What You Should Do Now
If you’re a Trackunit customer, here’s how to get started:
- Check your IrisX plan: The MCP connector may require a specific subscription tier. Check with your Trackunit account manager.
- Enable the MCP server: In the IrisX dashboard, look for “Integrations” or “MCP.” You’ll find a server endpoint and credentials to generate.
- Configure your AI assistant:
- For ChatGPT: Use the MCP configuration in the ChatGPT interface to add a new server. Provide the endpoint and API key.
- For Claude: Similar process in the Claude desktop app or API.
- For Microsoft Copilot: The easiest path is through Copilot Studio. Create a new agent, and under “Knowledge,” select “Model Context Protocol.” Enter your IrisX MCP details. Alternatively, developers can use the Azure AI Foundry to build custom copilots that connect via MCP. - Test with simple queries: Start with straightforward prompts like “Show me all active machines” to verify data flow.
- Train your team: Provide examples of powerful queries. The value of natural language data access grows as more teammates learn to ask precise questions.
- Monitor performance and permissions: If you deploy across your organization, audit what data users can access through the AI assistant. MCP connections can be scoped to limit data exposure.
Even if you’re not a Trackunit customer, this launch offers a blueprint.
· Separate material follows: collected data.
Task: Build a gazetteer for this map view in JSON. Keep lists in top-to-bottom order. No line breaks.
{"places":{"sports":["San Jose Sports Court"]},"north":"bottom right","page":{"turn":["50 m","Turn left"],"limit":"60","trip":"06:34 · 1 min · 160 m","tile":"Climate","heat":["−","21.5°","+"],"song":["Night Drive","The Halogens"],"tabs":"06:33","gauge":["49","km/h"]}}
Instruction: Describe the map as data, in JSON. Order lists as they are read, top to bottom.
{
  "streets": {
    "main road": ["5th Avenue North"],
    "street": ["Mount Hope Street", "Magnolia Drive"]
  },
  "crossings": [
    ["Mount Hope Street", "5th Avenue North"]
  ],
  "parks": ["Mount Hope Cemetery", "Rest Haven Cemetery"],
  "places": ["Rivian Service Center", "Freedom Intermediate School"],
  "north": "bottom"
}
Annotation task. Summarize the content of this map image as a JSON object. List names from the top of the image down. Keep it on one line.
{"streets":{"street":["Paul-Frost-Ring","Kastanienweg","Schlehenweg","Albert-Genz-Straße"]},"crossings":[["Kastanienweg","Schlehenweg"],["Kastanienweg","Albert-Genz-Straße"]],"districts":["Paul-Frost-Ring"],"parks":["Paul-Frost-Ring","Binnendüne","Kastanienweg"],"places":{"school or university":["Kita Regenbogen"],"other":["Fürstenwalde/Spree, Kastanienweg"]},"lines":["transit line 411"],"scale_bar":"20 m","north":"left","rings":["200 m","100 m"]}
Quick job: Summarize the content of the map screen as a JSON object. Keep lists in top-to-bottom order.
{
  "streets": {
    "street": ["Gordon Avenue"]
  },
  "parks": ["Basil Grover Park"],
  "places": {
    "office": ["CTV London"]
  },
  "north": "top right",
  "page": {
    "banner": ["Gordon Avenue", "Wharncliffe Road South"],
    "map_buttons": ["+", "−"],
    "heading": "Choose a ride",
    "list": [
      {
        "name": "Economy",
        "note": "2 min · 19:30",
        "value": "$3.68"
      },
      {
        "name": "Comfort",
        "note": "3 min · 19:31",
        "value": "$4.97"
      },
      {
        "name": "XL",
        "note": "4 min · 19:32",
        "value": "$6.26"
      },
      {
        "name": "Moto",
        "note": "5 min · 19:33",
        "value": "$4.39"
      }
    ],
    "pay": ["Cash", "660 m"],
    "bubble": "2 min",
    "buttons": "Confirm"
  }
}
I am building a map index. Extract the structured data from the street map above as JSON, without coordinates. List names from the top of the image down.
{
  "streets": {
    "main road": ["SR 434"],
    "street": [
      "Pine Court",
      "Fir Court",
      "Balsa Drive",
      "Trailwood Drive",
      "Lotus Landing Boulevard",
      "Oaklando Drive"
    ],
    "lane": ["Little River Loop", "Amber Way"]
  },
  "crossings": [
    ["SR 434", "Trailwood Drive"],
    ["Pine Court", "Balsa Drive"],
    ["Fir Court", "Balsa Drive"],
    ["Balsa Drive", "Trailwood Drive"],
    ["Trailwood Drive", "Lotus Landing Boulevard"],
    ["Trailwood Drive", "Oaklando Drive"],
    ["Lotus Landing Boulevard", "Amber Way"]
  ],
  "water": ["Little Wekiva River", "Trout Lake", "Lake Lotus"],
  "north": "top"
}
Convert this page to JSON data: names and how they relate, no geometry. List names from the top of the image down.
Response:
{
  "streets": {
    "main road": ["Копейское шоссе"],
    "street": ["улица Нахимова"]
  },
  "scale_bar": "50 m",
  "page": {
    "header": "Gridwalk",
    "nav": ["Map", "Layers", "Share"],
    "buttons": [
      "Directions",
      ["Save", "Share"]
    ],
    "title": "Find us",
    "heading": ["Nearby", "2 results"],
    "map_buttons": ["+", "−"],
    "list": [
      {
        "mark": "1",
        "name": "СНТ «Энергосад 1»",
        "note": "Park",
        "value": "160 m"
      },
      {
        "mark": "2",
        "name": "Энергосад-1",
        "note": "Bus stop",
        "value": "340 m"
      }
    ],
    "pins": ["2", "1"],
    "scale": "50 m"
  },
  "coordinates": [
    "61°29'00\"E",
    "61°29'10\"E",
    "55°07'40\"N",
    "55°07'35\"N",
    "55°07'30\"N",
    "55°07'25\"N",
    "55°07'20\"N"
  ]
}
If your organization uses other IoT platforms, ask your vendors whether they support MCP. The protocol is gaining traction, and you may be able to replicate this integration with your own data.
What To Watch Next
The IrisX MCP launch is a stake in the ground for the industrial metaverse: where digital twins and AI meet. Microsoft’s ongoing investment in Copilot and its embrace of MCP suggest that future Windows updates could include native MCP client support, making it even easier to connect to services like IrisX without manual setup. We’ll also be watching for competitors like Samsara, Geotab, or OEM-specific telematics platforms to announce their own MCP connectors. For Windows users, the line between “PC” and “terminal for the physical world” continues to blur, and that’s a trend worth following.